I was kept in the cell handcuffed from behind since the 25th of October until 3-4 days ago. They were only removed, when I needed to go to the toilet.


I am not allowed to breathe fresh air, except the formal enumeration every morning at 7.45 AM (15 minutes).


I am only allowed to take a shower once in a fortnight and I am not granted hot water. They claim, that the hot water facilities are out of order.


During the first days of my hunger strike, sugar and water were denied, because I had no money to buy it. The prisoners in the neighbouring cell aided me in this matter, so I could get sugar. I have to buy four cubes of sugar for the price of one cup of tea.

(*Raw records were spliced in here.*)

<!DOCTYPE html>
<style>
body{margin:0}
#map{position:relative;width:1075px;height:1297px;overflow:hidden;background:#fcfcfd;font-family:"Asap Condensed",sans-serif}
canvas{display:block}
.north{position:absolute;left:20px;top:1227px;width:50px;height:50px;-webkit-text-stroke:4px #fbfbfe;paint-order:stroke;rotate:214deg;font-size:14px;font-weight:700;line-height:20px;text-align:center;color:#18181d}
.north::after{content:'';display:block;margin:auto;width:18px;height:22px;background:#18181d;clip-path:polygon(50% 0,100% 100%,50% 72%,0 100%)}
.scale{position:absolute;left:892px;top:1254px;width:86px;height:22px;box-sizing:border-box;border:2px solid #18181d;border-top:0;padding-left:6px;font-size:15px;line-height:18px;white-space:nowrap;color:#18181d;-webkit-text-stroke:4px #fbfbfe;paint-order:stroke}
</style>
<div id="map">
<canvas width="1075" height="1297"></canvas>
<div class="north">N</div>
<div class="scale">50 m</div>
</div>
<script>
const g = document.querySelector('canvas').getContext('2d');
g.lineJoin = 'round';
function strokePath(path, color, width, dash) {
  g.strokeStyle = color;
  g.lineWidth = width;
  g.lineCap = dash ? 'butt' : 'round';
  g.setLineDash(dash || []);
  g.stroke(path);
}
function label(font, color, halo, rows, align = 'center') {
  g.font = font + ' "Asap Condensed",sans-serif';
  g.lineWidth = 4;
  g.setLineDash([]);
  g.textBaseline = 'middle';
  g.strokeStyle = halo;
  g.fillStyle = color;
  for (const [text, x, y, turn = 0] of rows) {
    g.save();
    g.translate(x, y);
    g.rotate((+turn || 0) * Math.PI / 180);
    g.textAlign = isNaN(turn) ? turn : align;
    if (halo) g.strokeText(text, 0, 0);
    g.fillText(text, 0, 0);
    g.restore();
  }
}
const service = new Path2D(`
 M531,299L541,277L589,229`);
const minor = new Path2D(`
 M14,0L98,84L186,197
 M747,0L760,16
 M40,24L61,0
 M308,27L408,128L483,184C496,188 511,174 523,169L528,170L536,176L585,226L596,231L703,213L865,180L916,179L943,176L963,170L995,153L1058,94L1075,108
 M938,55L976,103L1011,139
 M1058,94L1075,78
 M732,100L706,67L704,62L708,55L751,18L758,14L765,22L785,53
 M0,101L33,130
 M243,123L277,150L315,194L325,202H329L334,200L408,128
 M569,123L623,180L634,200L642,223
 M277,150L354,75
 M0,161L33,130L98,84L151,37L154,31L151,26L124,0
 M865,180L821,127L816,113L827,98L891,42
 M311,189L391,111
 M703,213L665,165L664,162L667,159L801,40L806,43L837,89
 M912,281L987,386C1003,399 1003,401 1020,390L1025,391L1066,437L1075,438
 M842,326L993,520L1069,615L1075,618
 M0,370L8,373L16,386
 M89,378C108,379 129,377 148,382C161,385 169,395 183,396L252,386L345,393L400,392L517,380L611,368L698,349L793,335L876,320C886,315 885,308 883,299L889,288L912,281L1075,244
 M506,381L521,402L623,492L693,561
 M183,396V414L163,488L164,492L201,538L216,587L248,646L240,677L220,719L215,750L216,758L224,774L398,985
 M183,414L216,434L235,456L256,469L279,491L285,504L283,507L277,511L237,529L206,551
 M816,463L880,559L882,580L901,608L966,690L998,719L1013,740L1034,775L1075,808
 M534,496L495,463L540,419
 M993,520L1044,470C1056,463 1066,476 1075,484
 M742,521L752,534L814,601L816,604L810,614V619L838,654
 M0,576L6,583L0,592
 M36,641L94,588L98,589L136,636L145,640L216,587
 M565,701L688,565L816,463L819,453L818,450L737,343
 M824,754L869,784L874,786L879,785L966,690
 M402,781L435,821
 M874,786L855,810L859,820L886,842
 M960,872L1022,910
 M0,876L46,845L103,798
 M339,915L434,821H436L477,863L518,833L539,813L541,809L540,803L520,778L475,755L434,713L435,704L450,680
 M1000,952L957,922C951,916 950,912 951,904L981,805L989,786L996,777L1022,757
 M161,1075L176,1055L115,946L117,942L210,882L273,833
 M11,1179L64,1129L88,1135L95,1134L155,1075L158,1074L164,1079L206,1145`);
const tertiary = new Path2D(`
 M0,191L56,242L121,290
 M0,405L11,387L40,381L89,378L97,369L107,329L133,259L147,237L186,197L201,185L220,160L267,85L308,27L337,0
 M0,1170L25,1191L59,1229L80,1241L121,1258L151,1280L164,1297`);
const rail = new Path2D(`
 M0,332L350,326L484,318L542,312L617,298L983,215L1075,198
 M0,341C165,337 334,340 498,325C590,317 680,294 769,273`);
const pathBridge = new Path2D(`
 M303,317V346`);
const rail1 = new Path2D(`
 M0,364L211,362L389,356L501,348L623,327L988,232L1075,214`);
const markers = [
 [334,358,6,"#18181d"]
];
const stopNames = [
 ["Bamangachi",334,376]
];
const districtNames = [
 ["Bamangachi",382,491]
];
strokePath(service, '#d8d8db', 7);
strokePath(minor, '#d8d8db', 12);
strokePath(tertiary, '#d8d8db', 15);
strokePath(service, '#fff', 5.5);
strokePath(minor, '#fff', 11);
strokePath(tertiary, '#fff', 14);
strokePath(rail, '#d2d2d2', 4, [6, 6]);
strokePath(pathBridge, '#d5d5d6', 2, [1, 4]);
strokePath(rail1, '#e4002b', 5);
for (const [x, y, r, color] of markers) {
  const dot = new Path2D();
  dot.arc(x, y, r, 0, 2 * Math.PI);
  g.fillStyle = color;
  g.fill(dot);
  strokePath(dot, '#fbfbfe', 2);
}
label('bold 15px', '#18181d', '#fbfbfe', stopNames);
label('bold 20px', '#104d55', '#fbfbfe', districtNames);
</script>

Before I came to meet you [the lawyers] I was brought to the doctor, again handcuffed and chained. They put off the chains to weigh me and I was told that my weight is 45 kg at the moment. Afterwards my legs were chained again. But the doctor warned the soldiers to put the chains off before I meet you, as they did. But afterwards I will be chained again.


Mehmet Bal

Verbal statement on the 8th of November

towards his lawyers Suna Coskun and Abdullah Öztürk

[1] According to a physician of the Human Rights Foundation of Turkey, this kind of chains weren’t used in Turkey since the 80s – note of the translator.